■ **Task details**
Give back every line of the material below that has the string "Elevation".

■ **Recorded information**
══════
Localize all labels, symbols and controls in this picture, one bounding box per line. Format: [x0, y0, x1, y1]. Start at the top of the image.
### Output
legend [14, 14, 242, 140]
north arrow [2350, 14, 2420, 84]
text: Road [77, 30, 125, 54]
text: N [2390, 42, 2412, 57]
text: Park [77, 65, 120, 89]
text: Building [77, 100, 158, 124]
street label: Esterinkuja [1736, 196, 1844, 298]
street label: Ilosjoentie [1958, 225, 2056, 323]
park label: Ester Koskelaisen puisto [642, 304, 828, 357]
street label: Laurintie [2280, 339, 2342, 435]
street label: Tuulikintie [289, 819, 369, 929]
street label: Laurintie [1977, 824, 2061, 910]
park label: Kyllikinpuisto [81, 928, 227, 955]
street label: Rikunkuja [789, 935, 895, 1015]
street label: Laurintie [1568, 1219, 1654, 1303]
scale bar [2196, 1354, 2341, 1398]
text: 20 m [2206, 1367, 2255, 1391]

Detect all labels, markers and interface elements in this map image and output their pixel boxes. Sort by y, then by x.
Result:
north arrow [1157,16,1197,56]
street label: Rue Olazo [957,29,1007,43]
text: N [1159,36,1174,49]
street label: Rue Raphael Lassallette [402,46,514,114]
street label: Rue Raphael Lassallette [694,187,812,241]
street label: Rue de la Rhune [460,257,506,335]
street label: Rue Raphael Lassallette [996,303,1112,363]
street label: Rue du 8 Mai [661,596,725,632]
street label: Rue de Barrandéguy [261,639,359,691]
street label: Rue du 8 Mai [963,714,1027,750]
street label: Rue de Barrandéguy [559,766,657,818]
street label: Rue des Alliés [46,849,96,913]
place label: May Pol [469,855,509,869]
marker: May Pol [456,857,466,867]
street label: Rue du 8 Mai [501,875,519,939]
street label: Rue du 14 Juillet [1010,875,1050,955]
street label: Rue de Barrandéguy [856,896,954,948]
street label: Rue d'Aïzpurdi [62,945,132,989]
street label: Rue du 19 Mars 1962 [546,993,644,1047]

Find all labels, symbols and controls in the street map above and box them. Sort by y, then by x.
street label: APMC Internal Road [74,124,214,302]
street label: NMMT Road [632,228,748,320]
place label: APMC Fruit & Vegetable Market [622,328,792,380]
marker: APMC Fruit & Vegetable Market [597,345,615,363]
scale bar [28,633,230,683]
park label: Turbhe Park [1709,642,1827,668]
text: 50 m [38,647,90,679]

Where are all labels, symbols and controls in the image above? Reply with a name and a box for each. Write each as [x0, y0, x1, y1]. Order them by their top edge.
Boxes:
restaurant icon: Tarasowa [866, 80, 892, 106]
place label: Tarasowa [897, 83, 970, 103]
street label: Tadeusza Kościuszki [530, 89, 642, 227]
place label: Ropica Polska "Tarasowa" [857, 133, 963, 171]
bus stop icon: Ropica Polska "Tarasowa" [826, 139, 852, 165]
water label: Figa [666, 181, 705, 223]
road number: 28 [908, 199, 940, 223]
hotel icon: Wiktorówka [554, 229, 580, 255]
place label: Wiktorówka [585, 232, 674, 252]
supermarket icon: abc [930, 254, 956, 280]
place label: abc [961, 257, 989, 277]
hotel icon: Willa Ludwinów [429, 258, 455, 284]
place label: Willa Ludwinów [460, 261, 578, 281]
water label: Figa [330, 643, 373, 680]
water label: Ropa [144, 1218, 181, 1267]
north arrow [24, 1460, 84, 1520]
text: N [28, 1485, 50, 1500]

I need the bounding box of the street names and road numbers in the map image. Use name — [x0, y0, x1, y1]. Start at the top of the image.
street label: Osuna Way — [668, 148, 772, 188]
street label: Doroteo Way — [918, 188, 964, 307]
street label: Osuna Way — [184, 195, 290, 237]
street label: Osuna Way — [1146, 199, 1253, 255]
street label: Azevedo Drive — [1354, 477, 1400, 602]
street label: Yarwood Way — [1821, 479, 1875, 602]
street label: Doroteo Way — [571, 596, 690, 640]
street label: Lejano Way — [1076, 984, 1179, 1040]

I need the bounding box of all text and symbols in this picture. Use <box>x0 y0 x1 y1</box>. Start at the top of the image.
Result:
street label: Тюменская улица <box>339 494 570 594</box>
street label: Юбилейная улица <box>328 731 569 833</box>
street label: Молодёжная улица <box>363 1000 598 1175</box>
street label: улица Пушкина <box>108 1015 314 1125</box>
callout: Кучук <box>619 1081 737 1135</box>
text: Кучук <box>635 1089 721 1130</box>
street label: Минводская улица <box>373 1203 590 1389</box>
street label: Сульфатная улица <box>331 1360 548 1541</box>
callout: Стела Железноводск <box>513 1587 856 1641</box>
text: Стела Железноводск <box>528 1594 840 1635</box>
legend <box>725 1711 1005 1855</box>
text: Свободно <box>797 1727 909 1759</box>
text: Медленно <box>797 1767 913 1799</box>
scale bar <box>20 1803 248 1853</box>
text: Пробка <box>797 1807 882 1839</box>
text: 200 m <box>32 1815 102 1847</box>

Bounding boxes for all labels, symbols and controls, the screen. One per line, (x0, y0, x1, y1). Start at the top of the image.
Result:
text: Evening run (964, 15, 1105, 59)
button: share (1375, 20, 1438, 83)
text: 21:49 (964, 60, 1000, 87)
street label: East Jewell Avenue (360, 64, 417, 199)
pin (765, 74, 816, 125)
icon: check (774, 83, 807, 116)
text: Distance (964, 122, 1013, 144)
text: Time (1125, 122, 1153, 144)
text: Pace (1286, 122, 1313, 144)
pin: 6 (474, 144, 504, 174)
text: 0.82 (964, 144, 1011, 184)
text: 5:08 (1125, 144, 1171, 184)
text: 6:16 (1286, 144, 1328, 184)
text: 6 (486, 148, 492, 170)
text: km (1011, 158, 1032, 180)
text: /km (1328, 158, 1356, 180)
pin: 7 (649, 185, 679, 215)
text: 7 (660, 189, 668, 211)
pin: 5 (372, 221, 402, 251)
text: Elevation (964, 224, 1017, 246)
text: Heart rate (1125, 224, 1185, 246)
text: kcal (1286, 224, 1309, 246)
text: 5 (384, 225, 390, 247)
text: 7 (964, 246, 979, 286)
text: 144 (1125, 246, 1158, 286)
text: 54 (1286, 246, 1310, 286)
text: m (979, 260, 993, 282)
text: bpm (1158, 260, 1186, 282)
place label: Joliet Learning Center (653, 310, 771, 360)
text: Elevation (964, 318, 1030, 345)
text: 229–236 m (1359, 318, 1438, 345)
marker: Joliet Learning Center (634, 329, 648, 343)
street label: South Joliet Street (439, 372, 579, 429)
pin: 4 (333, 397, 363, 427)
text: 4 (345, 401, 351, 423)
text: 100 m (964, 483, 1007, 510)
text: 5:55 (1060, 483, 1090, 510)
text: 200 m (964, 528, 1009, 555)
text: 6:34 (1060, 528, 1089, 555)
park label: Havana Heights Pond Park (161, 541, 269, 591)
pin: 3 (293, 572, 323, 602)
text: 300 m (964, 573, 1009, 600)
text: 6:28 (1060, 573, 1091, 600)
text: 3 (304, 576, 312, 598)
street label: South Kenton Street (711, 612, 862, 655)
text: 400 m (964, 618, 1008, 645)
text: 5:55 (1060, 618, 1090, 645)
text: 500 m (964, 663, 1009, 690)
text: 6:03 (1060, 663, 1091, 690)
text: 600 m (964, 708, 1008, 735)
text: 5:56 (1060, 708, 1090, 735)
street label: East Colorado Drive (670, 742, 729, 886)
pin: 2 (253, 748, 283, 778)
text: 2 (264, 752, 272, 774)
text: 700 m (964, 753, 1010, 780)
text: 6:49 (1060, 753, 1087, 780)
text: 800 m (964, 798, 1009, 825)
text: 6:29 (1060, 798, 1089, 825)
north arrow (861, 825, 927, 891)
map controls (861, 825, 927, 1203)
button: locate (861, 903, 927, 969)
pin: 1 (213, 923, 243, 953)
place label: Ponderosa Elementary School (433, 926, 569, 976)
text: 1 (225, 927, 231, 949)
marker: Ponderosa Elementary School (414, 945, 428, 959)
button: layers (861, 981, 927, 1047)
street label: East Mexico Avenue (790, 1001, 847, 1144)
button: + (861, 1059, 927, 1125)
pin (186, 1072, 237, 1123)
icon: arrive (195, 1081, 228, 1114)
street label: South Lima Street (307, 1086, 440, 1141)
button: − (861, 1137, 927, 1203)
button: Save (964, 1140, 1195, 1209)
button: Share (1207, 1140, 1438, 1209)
══════
■ **Written reply**
text: Elevation (964, 224, 1017, 246)
text: Elevation (964, 318, 1030, 345)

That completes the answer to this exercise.